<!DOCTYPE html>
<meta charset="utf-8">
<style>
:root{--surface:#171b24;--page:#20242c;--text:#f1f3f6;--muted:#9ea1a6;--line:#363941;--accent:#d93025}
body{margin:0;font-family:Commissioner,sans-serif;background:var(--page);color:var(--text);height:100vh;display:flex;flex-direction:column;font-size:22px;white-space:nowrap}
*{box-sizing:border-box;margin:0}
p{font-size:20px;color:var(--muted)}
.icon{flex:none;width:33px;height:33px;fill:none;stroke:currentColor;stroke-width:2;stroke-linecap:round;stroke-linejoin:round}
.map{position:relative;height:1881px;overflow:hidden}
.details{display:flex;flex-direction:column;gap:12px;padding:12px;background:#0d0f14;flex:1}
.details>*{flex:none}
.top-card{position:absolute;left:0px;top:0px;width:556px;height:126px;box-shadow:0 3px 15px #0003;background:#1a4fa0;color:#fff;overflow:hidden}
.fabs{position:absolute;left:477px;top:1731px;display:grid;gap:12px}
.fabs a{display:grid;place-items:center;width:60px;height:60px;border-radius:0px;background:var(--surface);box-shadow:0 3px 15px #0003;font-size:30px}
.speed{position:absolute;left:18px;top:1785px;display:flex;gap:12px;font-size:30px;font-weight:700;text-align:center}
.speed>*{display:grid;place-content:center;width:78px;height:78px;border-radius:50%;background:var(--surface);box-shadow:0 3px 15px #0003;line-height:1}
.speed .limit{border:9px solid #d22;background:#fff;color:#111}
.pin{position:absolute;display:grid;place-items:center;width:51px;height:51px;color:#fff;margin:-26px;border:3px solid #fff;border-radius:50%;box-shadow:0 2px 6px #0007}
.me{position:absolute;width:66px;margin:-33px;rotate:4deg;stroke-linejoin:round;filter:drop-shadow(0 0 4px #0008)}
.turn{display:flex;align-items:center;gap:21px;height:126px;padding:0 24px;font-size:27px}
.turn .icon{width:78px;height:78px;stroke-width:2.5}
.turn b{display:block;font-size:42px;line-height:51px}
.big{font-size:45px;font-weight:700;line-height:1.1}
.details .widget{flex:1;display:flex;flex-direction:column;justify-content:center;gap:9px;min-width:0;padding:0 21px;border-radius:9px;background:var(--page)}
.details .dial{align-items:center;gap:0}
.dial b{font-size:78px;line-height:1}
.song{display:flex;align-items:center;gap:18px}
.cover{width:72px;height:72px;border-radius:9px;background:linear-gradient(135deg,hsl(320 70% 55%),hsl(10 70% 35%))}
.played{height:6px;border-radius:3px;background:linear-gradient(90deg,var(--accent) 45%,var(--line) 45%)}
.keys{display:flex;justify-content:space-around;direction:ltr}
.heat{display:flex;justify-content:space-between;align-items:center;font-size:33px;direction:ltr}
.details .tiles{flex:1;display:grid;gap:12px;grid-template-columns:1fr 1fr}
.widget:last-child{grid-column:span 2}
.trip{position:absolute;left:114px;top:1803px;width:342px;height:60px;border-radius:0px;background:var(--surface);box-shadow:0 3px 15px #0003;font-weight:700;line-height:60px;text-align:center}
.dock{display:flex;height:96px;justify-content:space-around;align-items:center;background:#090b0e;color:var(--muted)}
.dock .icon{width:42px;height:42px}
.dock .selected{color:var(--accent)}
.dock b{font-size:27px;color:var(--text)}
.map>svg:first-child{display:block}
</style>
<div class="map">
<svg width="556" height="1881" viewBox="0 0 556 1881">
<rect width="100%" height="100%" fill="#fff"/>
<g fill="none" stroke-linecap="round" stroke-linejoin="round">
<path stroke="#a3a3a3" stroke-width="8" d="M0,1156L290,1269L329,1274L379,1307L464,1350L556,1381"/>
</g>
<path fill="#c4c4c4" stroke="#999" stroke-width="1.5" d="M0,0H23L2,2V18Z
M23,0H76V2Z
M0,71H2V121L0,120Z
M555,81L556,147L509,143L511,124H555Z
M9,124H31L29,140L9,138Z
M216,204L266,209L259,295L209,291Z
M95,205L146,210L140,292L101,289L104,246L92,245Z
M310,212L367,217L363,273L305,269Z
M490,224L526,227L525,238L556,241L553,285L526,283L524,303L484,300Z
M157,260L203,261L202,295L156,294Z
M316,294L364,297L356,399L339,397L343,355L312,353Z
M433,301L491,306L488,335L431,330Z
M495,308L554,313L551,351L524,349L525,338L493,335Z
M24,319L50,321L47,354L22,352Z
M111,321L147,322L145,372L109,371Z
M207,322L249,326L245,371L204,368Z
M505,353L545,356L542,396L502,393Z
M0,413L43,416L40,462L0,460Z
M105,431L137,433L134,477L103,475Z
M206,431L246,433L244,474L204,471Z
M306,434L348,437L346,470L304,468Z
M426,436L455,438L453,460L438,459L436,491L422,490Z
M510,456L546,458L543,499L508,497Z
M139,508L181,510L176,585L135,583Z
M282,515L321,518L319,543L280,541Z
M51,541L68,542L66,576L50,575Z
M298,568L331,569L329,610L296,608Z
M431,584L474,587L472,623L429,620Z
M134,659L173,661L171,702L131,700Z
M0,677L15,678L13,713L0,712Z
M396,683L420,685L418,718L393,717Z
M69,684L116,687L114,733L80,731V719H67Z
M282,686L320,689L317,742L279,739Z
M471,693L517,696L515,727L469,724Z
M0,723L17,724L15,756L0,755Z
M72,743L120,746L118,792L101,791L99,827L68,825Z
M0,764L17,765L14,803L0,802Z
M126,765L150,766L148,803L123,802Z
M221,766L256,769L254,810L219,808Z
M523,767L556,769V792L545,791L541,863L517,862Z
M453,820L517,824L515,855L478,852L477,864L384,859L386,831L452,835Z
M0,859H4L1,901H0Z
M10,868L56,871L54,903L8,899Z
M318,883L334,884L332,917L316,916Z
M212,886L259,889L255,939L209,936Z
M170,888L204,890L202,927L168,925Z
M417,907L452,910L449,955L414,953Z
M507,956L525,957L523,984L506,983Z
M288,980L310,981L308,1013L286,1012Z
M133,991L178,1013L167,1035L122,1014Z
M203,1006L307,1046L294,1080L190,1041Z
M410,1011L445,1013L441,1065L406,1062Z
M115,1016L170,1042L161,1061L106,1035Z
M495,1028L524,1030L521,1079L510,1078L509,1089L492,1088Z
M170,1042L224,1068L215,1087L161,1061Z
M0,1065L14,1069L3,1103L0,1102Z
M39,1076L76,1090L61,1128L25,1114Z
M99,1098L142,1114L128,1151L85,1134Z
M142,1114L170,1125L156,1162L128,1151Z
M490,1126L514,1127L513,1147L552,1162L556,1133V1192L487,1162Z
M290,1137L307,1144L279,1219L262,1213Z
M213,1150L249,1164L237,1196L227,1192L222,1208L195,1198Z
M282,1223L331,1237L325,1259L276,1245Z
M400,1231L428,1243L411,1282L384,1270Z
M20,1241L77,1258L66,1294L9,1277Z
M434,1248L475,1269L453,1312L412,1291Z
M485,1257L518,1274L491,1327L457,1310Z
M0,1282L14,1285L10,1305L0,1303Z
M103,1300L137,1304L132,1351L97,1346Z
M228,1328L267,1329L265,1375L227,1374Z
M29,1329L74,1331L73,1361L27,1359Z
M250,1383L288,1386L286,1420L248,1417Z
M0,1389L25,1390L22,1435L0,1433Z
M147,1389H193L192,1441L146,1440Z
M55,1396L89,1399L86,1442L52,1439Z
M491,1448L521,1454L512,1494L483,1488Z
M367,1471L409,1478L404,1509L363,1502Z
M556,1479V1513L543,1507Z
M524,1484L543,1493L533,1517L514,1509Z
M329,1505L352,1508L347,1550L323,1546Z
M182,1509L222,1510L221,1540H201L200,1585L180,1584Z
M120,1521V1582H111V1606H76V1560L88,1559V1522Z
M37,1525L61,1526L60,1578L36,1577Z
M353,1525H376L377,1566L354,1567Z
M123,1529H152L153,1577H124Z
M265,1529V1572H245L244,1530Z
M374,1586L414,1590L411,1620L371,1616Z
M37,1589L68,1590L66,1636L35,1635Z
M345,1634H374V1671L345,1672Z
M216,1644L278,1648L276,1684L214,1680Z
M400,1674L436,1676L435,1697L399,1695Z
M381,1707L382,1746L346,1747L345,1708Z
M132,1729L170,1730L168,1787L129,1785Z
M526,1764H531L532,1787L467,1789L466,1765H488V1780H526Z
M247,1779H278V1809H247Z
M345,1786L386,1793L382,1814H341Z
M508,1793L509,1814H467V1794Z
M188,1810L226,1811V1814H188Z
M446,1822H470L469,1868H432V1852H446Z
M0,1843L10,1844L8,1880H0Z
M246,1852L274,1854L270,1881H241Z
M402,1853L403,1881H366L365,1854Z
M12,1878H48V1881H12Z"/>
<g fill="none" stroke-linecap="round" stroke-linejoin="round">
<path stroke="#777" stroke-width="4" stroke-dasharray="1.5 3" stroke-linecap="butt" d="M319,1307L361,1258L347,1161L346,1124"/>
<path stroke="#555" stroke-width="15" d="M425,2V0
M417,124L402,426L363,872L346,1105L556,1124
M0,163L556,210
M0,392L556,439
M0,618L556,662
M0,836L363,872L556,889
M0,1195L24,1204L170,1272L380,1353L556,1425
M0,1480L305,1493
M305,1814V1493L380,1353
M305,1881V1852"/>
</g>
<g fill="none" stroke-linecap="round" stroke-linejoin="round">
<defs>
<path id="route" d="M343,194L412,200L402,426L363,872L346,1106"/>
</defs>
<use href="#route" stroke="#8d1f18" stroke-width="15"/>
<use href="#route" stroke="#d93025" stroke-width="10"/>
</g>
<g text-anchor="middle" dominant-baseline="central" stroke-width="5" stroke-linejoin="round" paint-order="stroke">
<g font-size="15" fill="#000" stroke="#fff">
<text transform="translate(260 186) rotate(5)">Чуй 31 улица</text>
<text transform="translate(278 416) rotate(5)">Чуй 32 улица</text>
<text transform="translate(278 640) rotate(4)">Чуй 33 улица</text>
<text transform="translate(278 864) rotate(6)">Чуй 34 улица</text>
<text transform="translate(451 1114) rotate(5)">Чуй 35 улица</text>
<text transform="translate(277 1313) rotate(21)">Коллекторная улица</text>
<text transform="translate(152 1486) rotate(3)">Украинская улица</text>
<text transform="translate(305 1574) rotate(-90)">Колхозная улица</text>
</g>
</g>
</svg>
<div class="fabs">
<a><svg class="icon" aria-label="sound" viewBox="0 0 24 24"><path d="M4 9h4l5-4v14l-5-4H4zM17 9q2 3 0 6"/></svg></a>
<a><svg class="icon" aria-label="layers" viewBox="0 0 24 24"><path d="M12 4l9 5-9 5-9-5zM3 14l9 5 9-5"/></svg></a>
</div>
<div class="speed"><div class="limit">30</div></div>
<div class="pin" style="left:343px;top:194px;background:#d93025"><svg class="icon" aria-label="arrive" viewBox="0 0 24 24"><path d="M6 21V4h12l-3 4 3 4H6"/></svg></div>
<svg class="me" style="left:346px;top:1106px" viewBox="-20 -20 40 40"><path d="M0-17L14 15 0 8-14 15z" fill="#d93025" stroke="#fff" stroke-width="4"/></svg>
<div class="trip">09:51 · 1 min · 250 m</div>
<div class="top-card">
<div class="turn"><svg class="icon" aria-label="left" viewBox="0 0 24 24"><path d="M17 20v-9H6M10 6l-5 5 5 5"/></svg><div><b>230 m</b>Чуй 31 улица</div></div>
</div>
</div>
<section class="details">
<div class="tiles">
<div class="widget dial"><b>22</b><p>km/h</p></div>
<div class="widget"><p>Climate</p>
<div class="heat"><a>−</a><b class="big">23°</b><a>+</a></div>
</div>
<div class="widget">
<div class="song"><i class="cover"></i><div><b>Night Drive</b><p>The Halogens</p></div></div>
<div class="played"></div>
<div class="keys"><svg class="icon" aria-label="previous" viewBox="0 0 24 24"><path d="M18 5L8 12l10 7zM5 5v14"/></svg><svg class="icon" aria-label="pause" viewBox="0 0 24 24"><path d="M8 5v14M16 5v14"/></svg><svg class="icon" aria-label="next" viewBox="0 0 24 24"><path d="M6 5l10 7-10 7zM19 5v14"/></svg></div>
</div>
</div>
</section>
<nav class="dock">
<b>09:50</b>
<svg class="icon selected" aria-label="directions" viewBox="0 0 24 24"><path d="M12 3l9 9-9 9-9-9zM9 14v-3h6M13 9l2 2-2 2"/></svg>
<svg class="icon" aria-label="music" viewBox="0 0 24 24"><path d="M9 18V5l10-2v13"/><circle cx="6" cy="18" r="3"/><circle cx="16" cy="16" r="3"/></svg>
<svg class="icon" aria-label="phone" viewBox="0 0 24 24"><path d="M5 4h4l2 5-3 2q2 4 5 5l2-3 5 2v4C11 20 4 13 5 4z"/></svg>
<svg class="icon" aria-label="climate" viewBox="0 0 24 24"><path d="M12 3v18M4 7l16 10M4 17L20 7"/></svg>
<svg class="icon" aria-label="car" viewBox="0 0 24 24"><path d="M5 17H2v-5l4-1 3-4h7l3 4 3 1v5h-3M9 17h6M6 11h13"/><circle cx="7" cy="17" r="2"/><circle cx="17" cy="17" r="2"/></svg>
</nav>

#####

### Work order
Please report all lines in the entries where "fabs" appears.

### Expected answer
.fabs{position:absolute;left:477px;top:1731px;display:grid;gap:12px}
.fabs a{display:grid;place-items:center;width:60px;height:60px;border-radius:0px;background:var(--surface);box-shadow:0 3px 15px #0003;font-size:30px}
<div class="fabs">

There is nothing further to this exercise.